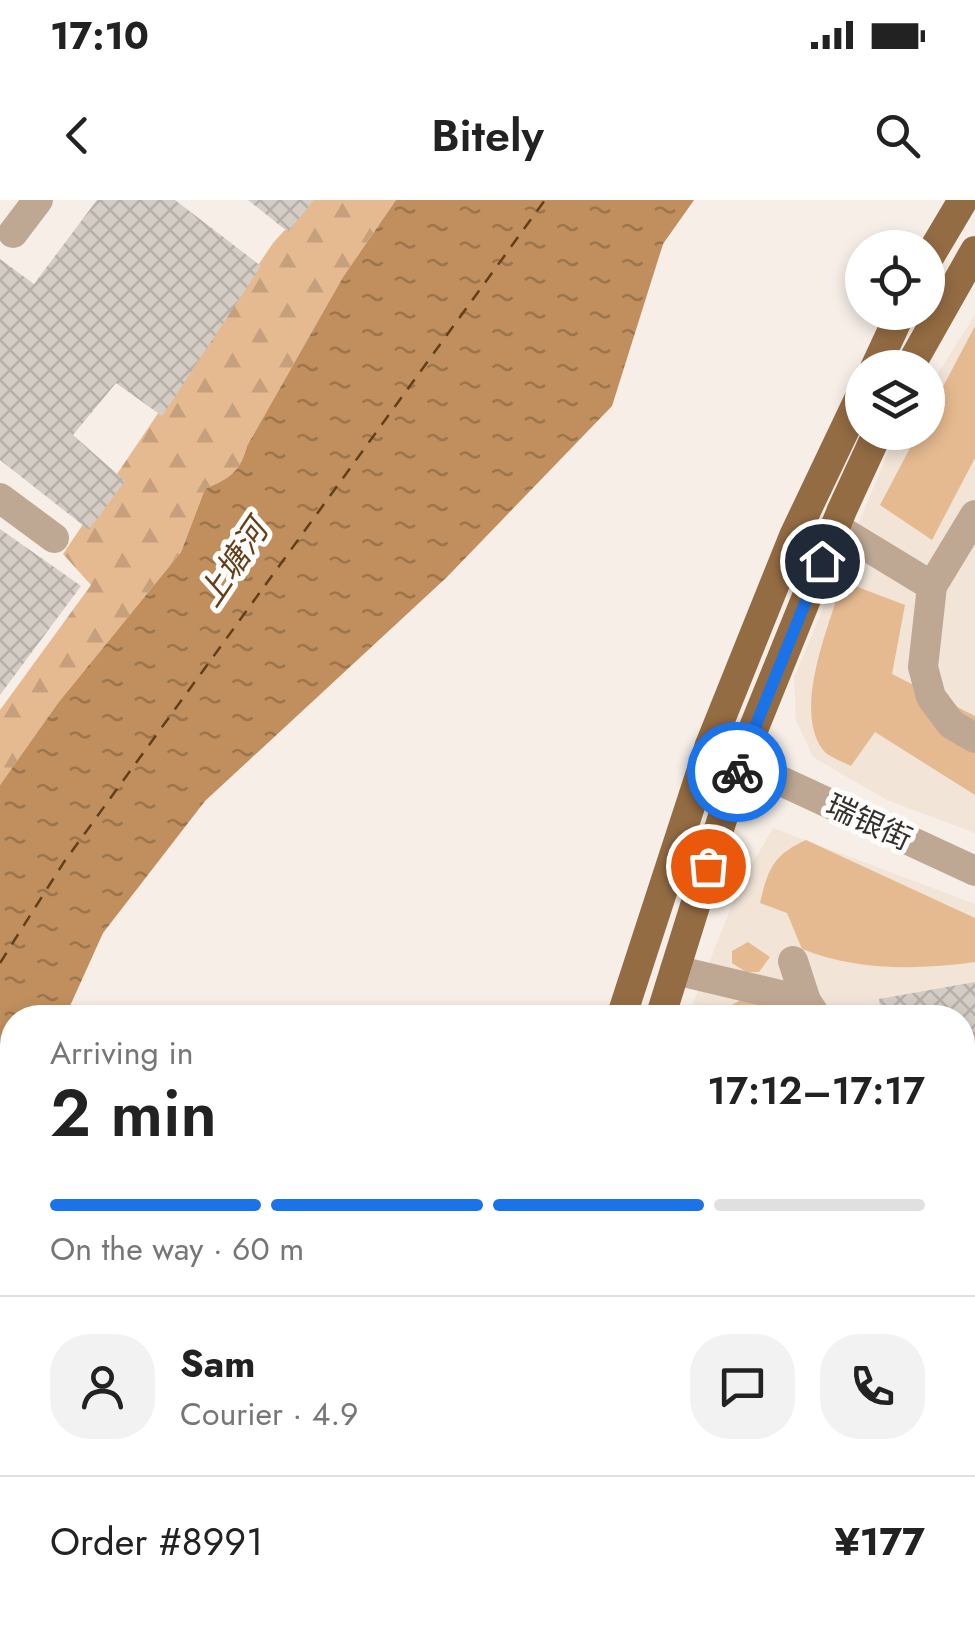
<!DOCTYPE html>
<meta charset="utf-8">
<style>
:root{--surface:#fff;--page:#f2f2f2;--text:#222;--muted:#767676;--line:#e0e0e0;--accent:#1a73e8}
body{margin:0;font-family:Jost,"Noto Sans SC",sans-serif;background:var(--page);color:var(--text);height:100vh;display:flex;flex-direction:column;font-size:38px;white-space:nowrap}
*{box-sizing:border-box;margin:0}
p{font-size:32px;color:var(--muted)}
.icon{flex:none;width:55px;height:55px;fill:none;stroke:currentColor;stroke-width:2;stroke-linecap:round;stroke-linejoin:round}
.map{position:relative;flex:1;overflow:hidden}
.sheet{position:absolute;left:0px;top:805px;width:975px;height:620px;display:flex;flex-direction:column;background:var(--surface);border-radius:40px 40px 0 0;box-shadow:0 5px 15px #0003}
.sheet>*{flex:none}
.controls{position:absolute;left:845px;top:30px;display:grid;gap:20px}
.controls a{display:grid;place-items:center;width:100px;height:100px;border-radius:50%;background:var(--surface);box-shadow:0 5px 15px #0003;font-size:50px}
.pin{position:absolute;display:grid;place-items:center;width:85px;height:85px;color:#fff;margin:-42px;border:5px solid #fff;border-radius:50%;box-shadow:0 2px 10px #0007}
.courier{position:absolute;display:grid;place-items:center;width:100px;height:100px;margin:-50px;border:8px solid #1a73e8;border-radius:50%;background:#fff;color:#222;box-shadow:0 2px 12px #0007}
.overview em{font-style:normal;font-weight:600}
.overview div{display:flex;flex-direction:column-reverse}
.overview{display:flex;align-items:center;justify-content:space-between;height:170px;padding:0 50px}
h1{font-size:65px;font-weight:600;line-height:75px}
.bar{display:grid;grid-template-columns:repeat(4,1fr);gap:15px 10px;align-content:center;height:120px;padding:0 50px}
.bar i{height:12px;border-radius:8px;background:var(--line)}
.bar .current{background:var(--accent)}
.bar p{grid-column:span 4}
.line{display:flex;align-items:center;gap:25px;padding:0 50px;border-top:2px solid var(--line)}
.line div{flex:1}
.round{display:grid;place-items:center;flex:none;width:105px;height:105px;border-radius:40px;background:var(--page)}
.status{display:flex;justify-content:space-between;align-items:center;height:70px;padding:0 50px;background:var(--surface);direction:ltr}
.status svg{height:28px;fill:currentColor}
header{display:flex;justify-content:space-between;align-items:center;height:130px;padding:0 50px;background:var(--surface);font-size:45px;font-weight:600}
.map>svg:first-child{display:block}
.built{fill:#f2e4d7}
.green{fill:#e6ba90}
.forest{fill:url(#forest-firs)}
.water{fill:url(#water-ripples)}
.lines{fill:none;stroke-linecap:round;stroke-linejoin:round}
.ferry{stroke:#623f18;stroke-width:2.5;stroke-dasharray:12 10;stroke-linecap:butt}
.building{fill:url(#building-cross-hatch)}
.minor{stroke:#bfa893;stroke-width:30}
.major{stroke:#946c43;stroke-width:30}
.highway{stroke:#845622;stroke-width:30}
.done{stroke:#77726e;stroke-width:10;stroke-dasharray:0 18}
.route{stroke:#1a73e8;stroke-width:12}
.labels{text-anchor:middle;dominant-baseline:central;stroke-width:10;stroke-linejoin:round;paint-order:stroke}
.street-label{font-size:30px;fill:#33302d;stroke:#fefdfb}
.water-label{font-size:32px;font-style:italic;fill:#623f18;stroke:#fefdfb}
</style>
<div class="status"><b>17:10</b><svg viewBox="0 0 49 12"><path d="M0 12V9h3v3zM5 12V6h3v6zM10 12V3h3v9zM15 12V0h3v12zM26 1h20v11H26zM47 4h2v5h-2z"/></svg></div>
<header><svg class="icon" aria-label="back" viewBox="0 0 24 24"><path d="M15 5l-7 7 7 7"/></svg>Bitely<svg class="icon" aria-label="search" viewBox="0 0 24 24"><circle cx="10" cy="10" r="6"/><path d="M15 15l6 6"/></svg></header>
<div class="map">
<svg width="975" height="1425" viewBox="0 0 975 1425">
<defs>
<pattern id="forest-firs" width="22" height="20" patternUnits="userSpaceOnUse" patternTransform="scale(2.5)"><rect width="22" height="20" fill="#e6ba90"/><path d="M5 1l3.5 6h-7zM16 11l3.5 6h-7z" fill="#c6a07c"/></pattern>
<pattern id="water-ripples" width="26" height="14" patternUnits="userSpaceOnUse" patternTransform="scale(2.5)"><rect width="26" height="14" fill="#c18f5d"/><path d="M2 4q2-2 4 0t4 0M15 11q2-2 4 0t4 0" fill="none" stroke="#9d754d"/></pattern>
<pattern id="building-cross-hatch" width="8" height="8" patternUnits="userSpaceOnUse" patternTransform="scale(2.5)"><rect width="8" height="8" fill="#d4ccc5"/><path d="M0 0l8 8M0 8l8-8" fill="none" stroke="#b6b0aa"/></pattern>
</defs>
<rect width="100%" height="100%" fill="#f6eee7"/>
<g class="built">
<path d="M975,115V633L887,600L813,557L796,520L794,478L892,243L899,233L928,232V189Z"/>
<path d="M773,628L975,704V1073L962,1074V818H687L740,685Z"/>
<path d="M962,1270H967L975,1425H602L609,1412H962Z"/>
</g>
<g class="green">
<path d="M975,126V258L932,340L880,305L918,233L928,232V215Z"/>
<path d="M842,381L905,405L892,474L975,516V595L875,532L851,566C843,562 829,557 823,550C792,509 830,425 842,381Z"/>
<path d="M806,640L975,718V762C918,770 856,771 802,749L787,713L760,703C768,669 773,655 806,640Z"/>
<path d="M748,742L770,757L759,772H746L732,763V751Z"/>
<path d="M741,800L781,809L794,817L706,818Z"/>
<path d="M963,1011L975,1019V1060H963Z"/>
<path d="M558,1413H712L652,1425H558Z"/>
</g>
<g class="forest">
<path d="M312,0H396L343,77L247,246C240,272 230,278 205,289L181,352L58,503L0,585V510L91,385L63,354L273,43Z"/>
<path d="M975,1269V1425H974L970,1375H963L962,1271Z"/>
</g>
<path class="water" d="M396,0H694L663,44L612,206L447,377L205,601L103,733L65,817L12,818V916L0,911V585L58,503L181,352L205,289C230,278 240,272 247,246L343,77Z"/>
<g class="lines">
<path class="ferry" d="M0,763L64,662L545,0"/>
</g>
<g class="building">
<path d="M97,0H175L261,66L162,216L116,183L73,235L125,281L89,330L0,260V59L34,84Z"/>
<path d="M248,0H314L288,32Z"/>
<path d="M0,329L81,386L0,495Z"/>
<path d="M975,782V956L962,958V818H882L879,799Z"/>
<path d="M835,1412H965L966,1425H836Z"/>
</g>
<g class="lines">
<g class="minor">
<path d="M13,33L38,0"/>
<path d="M0,298L54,338"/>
<path d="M975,315L932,386L923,467L931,497L951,524L975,538"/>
<path d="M835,327L932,386"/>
<path d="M710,545L740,562L975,671"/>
<path d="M793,761L806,801L814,813"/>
<path d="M675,770L806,801"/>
<path d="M962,995L975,999"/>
<path d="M0,1174L12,1178"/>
<path d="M820,1412L823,1425"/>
<path d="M717,1425L749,1412"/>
</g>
<g class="major">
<path d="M928,59L963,0"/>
<path d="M875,168L901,112"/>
<path d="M909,168L975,51"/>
<path d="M621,818L710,545L794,336L862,193"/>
<path d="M660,818L740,562L842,310L878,232"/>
<path d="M0,971L12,976"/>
<path d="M0,1095L12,1100"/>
<path d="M962,1129L975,1128"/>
<path d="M962,1247L975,1246"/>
<path d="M476,1412L477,1425"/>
<path d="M525,1425V1412"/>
</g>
<g class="highway">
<path d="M0,999L12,1004"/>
<path d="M0,1053L12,1059"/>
<path d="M962,1156H975"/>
<path d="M962,1206L975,1205"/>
</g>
</g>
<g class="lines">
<path class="done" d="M708,666L737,572"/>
<path class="route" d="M737,572L822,361"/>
</g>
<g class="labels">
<g class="street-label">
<text transform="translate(869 622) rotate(25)">瑞银街</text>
</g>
<g class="water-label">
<text transform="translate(233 363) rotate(-56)">上塘河</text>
</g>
</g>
</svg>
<div class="controls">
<a><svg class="icon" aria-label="locate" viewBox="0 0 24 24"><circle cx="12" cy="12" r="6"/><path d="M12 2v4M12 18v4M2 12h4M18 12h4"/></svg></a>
<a><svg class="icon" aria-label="layers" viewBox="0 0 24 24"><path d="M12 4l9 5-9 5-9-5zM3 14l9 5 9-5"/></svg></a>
</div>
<div class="pin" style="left:708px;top:666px;background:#ea580c"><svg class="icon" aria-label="bag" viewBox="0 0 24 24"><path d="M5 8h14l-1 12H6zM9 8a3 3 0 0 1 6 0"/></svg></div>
<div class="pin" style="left:822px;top:361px;background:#1f2937"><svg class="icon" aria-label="home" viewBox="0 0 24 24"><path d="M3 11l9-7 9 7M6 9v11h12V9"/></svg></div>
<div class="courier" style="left:737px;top:572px"><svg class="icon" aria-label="bike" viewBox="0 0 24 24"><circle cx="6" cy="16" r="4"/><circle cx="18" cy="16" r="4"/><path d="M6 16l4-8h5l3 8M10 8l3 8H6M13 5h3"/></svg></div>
<section class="sheet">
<div class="overview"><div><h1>2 min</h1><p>Arriving in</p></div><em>17:12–17:17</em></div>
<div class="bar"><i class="current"></i><i class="current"></i><i class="current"></i><i></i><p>On the way · 60 m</p></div>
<div class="line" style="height:180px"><a class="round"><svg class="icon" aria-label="person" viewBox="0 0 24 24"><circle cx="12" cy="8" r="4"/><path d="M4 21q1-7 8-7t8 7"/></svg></a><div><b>Sam</b><p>Courier · 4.9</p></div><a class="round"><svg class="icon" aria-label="chat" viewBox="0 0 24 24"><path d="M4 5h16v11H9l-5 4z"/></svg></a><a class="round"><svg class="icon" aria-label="phone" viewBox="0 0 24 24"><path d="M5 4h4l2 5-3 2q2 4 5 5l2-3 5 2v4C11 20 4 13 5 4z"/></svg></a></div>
<div class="line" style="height:130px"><div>Order #8991</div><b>¥177</b></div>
</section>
</div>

Exercise aim
Among the records above, find the lines where the word "shadow" appears and copy them.

Response to the task
.sheet{position:absolute;left:0px;top:805px;width:975px;height:620px;display:flex;flex-direction:column;background:var(--surface);border-radius:40px 40px 0 0;box-shadow:0 5px 15px #0003}
.controls a{display:grid;place-items:center;width:100px;height:100px;border-radius:50%;background:var(--surface);box-shadow:0 5px 15px #0003;font-size:50px}
.pin{position:absolute;display:grid;place-items:center;width:85px;height:85px;color:#fff;margin:-42px;border:5px solid #fff;border-radius:50%;box-shadow:0 2px 10px #0007}
.courier{position:absolute;display:grid;place-items:center;width:100px;height:100px;margin:-50px;border:8px solid #1a73e8;border-radius:50%;background:#fff;color:#222;box-shadow:0 2px 12px #0007}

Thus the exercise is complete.